Task prompt >> Your answer should consist of the lines below that hold the word "labels".

----- Given records

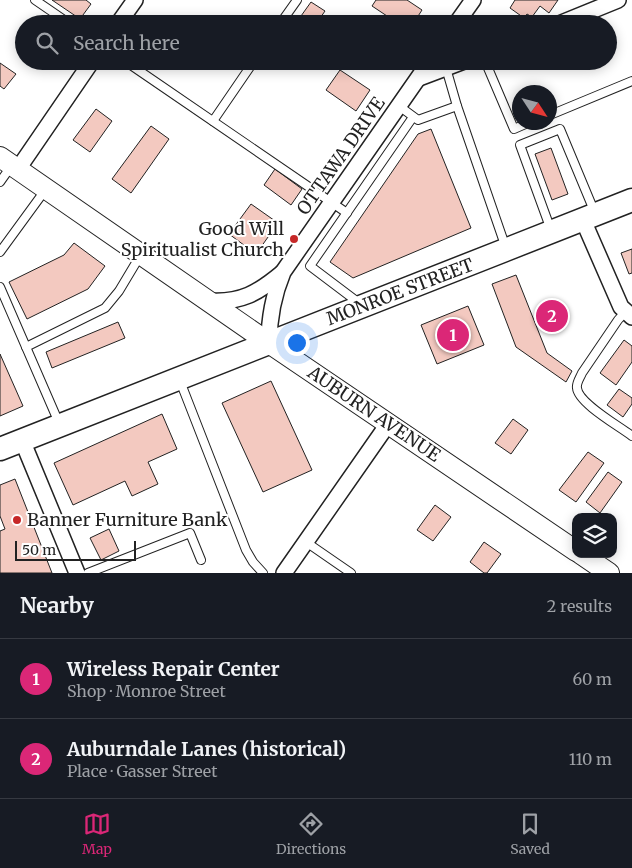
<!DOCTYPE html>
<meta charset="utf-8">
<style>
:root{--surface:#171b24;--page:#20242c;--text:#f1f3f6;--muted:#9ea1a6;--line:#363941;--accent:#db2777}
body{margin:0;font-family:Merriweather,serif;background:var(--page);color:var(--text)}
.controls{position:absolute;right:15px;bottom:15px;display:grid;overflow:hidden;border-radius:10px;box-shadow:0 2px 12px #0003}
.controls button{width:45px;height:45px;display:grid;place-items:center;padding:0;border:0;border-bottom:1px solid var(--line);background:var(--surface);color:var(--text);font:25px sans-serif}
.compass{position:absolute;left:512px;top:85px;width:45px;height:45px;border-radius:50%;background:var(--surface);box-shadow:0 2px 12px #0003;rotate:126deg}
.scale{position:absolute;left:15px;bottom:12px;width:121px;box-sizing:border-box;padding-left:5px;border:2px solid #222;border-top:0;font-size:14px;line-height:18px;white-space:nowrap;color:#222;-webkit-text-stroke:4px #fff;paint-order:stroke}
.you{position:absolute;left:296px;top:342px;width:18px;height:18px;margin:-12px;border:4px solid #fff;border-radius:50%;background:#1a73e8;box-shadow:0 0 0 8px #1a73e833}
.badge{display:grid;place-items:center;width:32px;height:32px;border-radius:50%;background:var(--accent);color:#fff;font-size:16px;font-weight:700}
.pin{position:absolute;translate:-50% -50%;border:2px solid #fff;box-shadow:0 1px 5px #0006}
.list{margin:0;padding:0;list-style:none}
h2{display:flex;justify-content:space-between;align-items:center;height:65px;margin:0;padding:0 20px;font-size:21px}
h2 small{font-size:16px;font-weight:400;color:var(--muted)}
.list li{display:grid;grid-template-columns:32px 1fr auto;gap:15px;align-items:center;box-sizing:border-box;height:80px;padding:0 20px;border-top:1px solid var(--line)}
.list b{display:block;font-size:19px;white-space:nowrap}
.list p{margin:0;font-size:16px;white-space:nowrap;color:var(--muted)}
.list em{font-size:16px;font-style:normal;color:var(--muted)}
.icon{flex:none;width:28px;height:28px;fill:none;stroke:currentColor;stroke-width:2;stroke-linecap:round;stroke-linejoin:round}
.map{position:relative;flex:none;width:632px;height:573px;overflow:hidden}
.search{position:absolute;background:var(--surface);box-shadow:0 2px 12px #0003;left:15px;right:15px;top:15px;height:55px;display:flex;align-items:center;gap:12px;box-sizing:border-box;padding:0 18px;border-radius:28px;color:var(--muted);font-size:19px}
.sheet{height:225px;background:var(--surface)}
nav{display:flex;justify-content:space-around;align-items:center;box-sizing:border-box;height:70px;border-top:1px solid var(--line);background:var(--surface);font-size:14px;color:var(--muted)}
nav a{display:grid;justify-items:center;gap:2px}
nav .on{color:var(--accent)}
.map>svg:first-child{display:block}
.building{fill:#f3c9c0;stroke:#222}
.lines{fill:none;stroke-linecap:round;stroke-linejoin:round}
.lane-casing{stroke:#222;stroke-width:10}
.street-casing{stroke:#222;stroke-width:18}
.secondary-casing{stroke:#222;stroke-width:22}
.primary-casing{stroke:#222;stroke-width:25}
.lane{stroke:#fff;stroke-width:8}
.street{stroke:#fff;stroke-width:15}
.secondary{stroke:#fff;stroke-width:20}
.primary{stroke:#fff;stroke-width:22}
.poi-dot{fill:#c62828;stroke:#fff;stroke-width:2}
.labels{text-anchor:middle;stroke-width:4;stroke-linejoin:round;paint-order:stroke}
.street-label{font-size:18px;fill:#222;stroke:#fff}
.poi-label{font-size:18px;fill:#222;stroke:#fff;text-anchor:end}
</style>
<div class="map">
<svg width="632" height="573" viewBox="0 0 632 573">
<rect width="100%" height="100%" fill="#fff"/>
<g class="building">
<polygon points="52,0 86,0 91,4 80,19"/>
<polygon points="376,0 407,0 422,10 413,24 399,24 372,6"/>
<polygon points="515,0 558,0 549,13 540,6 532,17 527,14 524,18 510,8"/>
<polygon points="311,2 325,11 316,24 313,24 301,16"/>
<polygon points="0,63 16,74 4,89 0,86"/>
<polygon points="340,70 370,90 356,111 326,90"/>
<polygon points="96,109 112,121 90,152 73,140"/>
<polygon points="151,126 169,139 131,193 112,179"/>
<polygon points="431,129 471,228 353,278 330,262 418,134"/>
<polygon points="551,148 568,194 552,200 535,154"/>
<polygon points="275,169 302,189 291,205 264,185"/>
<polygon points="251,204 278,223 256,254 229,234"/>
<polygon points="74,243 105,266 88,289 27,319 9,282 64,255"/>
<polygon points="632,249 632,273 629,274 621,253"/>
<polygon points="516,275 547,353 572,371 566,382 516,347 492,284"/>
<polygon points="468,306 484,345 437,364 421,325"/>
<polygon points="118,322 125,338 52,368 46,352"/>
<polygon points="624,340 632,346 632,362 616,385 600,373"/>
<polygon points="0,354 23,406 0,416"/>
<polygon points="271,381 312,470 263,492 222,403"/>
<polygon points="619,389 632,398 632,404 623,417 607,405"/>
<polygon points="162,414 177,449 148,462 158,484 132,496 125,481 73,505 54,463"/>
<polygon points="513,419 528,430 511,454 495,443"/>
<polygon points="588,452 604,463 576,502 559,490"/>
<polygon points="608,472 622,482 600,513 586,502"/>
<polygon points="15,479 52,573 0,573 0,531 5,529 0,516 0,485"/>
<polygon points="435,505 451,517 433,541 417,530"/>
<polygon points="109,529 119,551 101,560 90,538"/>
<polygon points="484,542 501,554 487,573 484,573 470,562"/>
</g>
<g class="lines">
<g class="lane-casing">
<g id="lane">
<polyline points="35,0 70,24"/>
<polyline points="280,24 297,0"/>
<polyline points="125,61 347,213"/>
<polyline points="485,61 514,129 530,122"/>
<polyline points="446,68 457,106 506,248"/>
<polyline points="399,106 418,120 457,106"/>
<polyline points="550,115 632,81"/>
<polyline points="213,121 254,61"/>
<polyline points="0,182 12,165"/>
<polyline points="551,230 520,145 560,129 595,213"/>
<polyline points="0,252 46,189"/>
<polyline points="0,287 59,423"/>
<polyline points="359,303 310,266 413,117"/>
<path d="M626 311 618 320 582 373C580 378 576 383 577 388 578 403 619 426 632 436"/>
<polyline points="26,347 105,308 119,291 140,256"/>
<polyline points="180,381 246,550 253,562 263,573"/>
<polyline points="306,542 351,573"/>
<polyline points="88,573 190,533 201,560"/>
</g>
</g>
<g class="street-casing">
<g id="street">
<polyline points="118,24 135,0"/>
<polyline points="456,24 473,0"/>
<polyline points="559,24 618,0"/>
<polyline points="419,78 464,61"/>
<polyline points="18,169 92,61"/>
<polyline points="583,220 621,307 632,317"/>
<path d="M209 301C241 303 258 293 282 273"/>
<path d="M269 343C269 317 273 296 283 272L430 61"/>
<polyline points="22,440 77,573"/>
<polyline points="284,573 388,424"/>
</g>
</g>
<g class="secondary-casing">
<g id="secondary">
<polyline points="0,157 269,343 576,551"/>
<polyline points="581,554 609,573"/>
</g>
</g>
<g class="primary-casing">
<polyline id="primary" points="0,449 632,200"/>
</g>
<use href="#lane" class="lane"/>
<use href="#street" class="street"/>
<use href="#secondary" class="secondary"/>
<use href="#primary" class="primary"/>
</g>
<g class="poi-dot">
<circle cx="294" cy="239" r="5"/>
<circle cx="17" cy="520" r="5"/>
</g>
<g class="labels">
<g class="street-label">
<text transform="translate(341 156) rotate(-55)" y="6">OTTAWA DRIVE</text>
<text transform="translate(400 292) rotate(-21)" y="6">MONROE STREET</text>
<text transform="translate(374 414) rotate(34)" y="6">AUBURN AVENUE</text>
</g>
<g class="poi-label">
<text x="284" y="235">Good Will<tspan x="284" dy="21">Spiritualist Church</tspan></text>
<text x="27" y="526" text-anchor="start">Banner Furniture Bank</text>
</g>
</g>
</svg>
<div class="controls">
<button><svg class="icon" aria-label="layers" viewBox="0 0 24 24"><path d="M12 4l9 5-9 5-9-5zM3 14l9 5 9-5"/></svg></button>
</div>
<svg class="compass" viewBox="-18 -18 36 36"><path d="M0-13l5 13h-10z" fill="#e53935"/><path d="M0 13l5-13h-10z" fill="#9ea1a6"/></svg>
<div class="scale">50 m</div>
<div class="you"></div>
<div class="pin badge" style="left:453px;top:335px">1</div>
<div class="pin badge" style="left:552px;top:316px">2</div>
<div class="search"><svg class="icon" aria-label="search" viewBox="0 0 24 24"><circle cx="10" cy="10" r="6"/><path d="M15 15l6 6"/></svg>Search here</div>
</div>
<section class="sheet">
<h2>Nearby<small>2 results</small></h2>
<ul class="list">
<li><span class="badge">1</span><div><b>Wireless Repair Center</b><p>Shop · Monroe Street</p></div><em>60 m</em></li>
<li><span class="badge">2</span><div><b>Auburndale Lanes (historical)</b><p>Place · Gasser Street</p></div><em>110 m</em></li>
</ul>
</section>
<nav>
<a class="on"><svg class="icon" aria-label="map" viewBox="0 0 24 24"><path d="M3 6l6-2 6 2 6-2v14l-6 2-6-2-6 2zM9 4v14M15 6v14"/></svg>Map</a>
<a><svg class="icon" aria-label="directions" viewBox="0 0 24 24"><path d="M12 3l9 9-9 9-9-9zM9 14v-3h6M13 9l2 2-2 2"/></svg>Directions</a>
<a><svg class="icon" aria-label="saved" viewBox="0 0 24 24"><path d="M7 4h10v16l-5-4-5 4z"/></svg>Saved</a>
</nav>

----------

Expected answer >>
.labels{text-anchor:middle;stroke-width:4;stroke-linejoin:round;paint-order:stroke}
<g class="labels">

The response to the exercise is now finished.